Always remind yourself that no VC knows nearly as much about your business as you do. It is impossible for any investor, even the smartest and most experienced, to see through all the holes and opportunities, digest all the data, assess your capabilities as a founder, and predict where the market is headed — all the more so in a 20–30 minutes conversation. Moreover, every VC only makes a few investments per year, and says ‘no’ to founders far more often than ‘yes’. So they are very trained at coming up with reasons why they should not invest.
While it is valuable to listen to experienced professionals, never replace your own opinion and analysis with theirs. Remember that NOBODY can predict the future, and that every great VC has passed on some amazing companies. You may well be one of these companies.
By the way, a good technique for getting more ‘yes’ than ‘no’ is to invest time in educating investors about your market, position yourself as an expert, and collect data to refute their concerns. Or simply focus on investors who already understand your field. This will make life much easier on you.
8. Make ‘challenge conventional wisdom’ your second nature.

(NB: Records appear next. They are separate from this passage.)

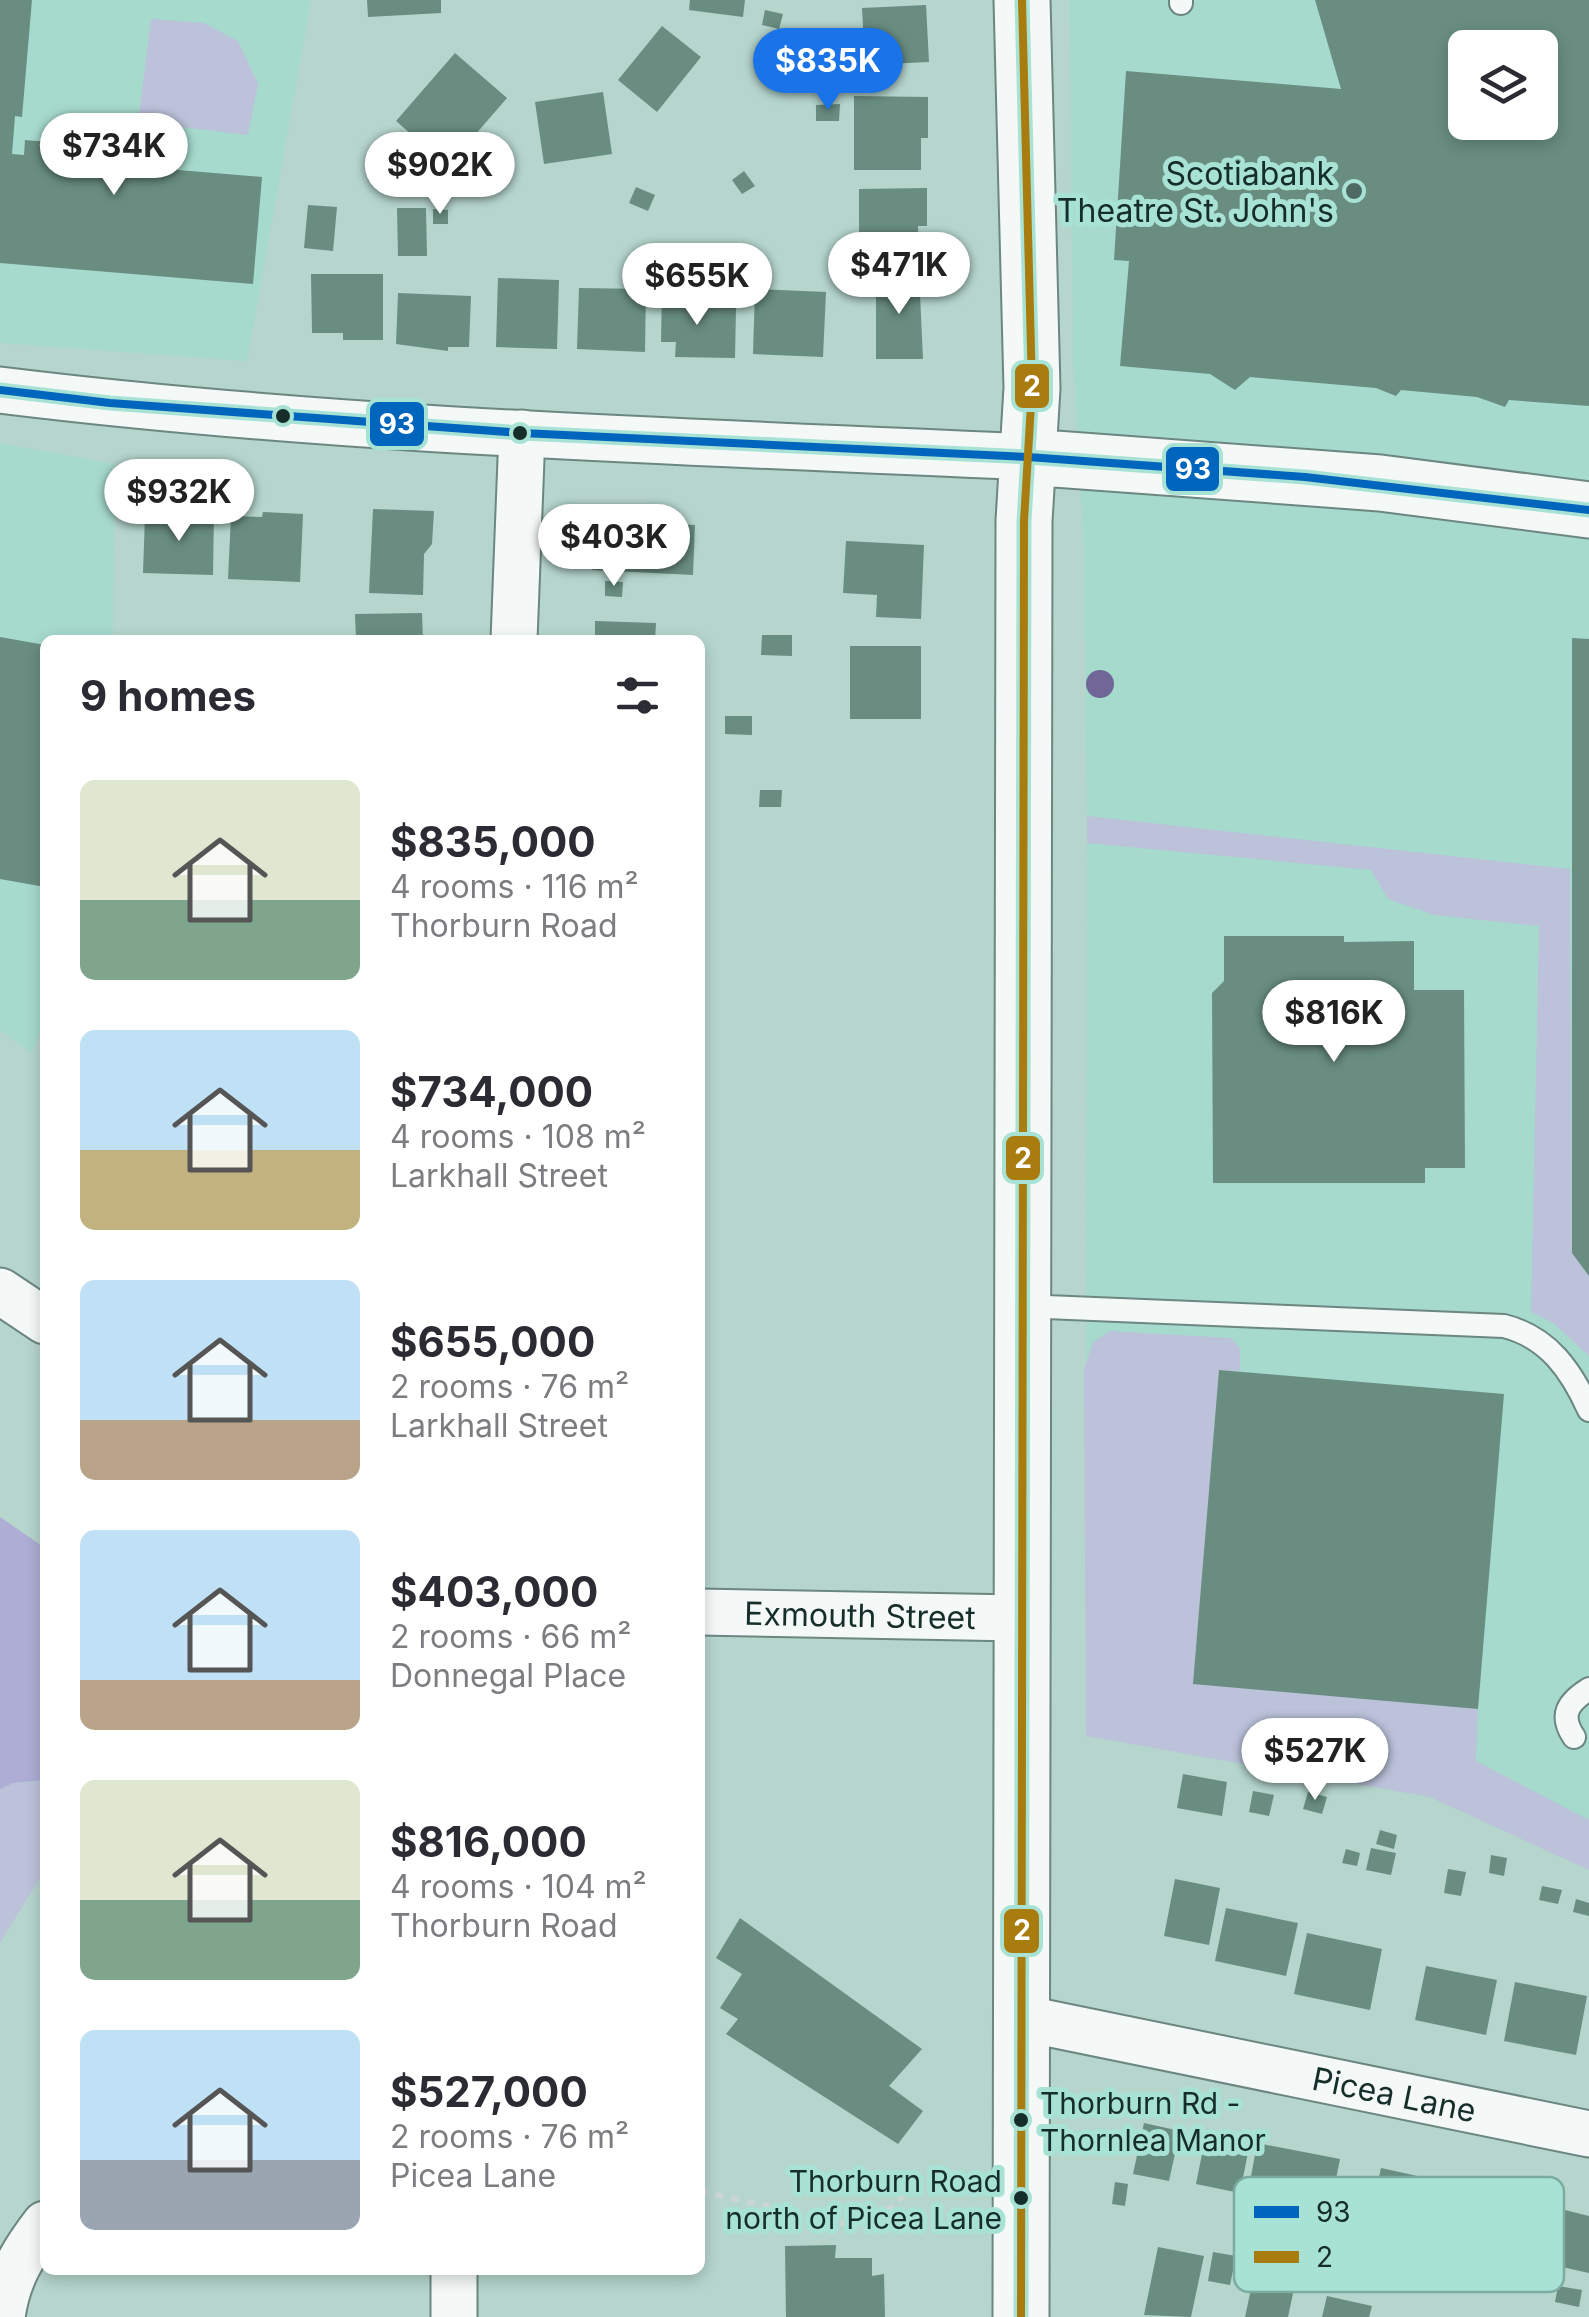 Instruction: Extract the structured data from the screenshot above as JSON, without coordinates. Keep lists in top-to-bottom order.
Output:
{
  "streets": {
    "street": ["Exmouth Street", "Picea Lane"]
  },
  "places": ["Scotiabank Theatre St. John's", "Thorburn Rd - Thornlea Manor", "Thorburn Road north of Picea Lane"],
  "lines": ["transit line 2", "transit line 93"],
  "legend": ["93", "2"],
  "page": {
    "price": [
      "$835K",
      "$734K",
      "$902K",
      "$471K",
      "$655K",
      "$932K",
      "$403K",
      "$816K",
      "$527K"
    ],
    "heading": "9 homes",
    "list": [
      {
        "name": "$835,000",
        "note": "4 rooms · 116 m² · Thorburn Road"
      },
      {
        "name": "$734,000",
        "note": "4 rooms · 108 m² · Larkhall Street"
      },
      {
        "name": "$655,000",
        "note": "2 rooms · 76 m² · Larkhall Street"
      },
      {
        "name": "$403,000",
        "note": "2 rooms · 66 m² · Donnegal Place"
      },
      {
        "name": "$816,000",
        "note": "4 rooms · 104 m² · Thorburn Road"
      },
      {
        "name": "$527,000",
        "note": "2 rooms · 76 m² · Picea Lane"
      }
    ]
  }
}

Just because someone says something, it doesn’t make it true. One example is the notion that founders should only start companies where there is a ‘founder-market fit’, namely in a market they are already very familiar with (think handymen selling software to handymen or moms marketing diapers to moms). Of course, VCs love ‘founder-market’ fit because it reduces their own risk of investing in someone who is not an expert in their space. But, since when should you listen to VCs??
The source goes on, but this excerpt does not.